To reduce mass incarceration, reduce violence
The recent increase in violent crime threatens to halt a decades-long decline in incarceration
The size of America’s correctional system has been declining for over a decade and racial disparities in mass incarceration for twice that long, according to a new study from the Council on Criminal Justice. But reformers can’t relax because both trends are threatened by violent crime.
Comparing violent crime rates gathered from the FBI Uniform Crime Reporting program with Bureau of Justice Statistics data on incarceration in jails and prisons reveals a striking pattern (see chart). When violent crime fell for an extended period, incarceration eventually started falling as well. This virtuous cycle dropped the population incarceration rate to a 27-year low in 2020, with the African American imprisonment rate falling even further to a 33-year low.

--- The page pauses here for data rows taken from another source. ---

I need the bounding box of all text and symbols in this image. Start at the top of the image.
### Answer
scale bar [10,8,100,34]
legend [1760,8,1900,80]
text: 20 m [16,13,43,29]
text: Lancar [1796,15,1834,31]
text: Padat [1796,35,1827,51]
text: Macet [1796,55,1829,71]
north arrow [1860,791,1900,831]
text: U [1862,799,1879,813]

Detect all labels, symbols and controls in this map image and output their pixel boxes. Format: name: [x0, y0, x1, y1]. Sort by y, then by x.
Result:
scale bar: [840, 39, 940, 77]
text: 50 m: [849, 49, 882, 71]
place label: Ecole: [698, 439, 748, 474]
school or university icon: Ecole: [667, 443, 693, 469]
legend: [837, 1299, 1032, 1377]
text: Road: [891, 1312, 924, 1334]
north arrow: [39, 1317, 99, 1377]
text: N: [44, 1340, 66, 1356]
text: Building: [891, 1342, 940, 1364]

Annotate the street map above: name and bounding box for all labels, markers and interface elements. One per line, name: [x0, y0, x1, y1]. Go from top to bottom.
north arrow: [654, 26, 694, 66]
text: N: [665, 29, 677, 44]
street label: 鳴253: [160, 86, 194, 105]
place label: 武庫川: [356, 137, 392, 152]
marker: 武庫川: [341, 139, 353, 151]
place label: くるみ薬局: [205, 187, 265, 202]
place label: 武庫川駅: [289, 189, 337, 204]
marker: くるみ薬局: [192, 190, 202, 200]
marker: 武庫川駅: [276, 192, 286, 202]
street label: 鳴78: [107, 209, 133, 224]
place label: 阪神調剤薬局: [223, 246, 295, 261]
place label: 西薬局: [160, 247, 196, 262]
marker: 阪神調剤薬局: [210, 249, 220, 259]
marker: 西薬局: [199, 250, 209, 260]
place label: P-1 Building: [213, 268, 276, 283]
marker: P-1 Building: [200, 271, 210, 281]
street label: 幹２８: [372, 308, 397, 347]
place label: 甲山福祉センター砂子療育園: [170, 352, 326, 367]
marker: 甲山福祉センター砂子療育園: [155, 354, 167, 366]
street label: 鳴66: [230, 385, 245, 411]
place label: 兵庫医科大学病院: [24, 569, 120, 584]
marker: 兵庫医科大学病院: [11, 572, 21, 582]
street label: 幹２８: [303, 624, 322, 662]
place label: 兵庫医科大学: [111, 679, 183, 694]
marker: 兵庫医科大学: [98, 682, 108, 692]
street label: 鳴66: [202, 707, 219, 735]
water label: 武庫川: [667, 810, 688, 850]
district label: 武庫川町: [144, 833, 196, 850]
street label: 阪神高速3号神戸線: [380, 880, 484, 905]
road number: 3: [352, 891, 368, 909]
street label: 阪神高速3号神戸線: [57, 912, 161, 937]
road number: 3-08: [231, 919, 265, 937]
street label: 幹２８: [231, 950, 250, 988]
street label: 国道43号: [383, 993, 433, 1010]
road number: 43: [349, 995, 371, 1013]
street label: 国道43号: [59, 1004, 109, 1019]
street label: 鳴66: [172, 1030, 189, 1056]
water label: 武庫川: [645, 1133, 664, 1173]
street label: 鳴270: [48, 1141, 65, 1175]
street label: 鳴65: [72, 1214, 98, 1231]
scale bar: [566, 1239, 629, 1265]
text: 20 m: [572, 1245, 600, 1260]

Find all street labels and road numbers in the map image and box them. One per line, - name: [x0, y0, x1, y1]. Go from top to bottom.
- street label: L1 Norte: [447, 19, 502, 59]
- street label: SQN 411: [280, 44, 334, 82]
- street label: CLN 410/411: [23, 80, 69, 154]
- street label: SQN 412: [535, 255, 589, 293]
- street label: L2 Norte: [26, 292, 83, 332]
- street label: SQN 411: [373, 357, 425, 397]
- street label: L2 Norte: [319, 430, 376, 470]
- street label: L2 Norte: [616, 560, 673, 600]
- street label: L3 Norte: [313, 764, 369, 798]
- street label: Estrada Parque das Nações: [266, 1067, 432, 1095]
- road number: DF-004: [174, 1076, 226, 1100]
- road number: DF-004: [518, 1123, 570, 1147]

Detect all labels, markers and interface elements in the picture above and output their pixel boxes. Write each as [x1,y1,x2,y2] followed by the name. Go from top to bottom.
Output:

But violent crime stopped falling in 2020, with the homicide rate rising more in a single year (by 30%) than it had in over a century. Although changes in data monitoring systems make it harder to determine precisely what happened to the crime rate in 2021, the violent crime trend seems roughly flat, indicating that the 2020 increase was not a bloody one-year blip.
Violent crime directly increases incarceration by increasing the number of individuals who are punished. As Adam Gelb, President of the Council on Criminal Justice pointed out, the 2020 homicide spike alone is enough to result in sentences that would fill 42 500-bed prisons for a year.
Violence also increases incarceration indirectly, as policymakers and the public are less willing to reduce punishments. Gallup reported that concern about crime has reached its highest level since 2016 as homicides have risen around the country.
The Council on Criminal Justice’s analysis further highlighted the importance of reducing violence by noting that declines in incarceration and racial disparities have mainly been achieved by changes in the enforcement of drug laws and in the management of non-violent offenses. Who’s still behind bars? People convicted of violent crimes, who now constitute 58.2% of inmates in state prisons.
And to state the obvious: reducing violent crime would be inherently valuable even if it didn’t translate into reduced incarceration. Violent crime destroys lives, and those most at risk are the same populations whose benefit is a leading goal of reform. Black Americans accounted for 13 percent of the population in 2020, but 56 percent of homicide victims and 39 percent of those arrested for homicide, according to data from the Justice Department. When violent crime falls, Black Americans thus reap a double reward of lower victimization and lower incarceration.
Many people (at least those who aren’t on Twitter) look instinctively to the police to reduce violence. The U.S. has fewer police per capita and a lower resulting success rate at solving violent crime than other nations, as Charles Lane recently noted in the Washington Post. More and better policing could increase the proportion of homicides, rapes, and assaults resulting in arrest and conviction, which would deter others from committing violent crimes.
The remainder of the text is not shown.